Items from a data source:
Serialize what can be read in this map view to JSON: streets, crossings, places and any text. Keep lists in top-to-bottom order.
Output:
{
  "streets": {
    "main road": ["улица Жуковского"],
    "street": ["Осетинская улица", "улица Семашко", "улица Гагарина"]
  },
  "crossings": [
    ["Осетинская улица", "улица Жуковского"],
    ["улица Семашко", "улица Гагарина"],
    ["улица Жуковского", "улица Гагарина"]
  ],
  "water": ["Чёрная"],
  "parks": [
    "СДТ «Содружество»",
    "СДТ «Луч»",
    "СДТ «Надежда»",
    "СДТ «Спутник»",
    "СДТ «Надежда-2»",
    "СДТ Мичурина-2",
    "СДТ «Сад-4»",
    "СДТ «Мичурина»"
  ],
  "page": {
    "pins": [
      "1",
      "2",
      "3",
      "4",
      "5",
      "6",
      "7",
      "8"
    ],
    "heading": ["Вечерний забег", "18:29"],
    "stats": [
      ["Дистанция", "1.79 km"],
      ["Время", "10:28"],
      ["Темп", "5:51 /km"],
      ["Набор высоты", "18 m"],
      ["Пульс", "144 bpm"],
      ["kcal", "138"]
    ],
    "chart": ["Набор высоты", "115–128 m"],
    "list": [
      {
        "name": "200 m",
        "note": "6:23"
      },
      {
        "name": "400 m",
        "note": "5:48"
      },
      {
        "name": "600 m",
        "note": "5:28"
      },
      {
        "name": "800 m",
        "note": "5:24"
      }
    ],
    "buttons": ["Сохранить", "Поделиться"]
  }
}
---
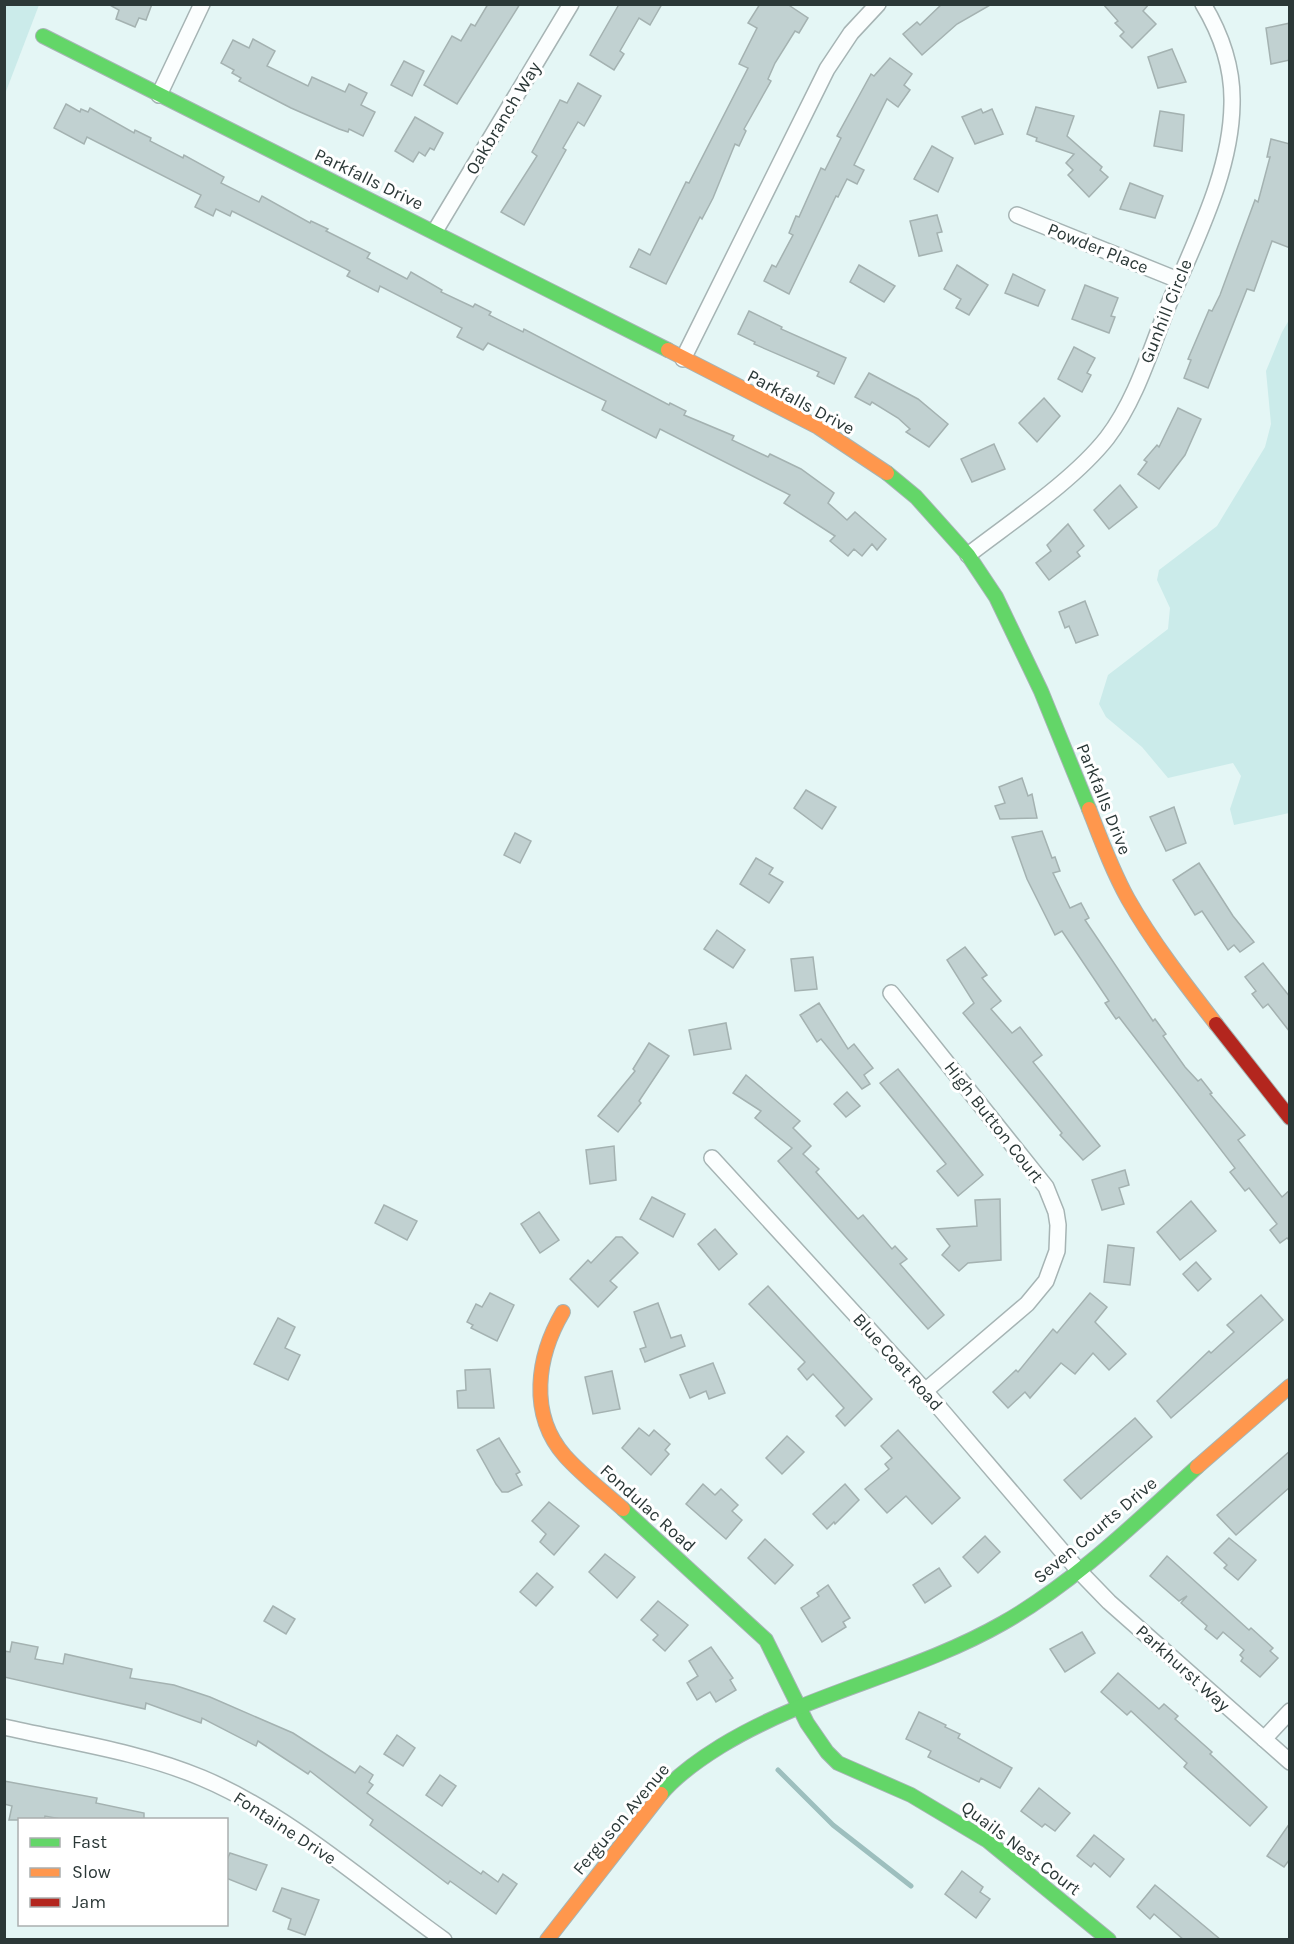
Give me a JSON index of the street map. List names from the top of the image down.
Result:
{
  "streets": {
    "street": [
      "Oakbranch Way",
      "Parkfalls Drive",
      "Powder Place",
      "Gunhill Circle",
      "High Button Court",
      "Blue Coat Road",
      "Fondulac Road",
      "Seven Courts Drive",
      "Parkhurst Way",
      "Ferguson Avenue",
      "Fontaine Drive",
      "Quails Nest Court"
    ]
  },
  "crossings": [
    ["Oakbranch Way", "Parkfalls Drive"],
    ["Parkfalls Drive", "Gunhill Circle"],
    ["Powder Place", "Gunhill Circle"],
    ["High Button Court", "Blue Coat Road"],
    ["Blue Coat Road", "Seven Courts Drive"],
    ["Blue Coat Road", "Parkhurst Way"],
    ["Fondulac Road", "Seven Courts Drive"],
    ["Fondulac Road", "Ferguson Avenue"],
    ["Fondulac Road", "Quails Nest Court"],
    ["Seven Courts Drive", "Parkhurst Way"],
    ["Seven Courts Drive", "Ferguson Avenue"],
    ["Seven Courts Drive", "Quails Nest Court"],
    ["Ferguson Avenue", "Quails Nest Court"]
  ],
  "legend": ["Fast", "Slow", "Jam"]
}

EXERCISE REQUIREMENTS:
Your reply should contain only the number of lines in the entries above with the word "Parkfalls".

THE COMPLETED TASK:
3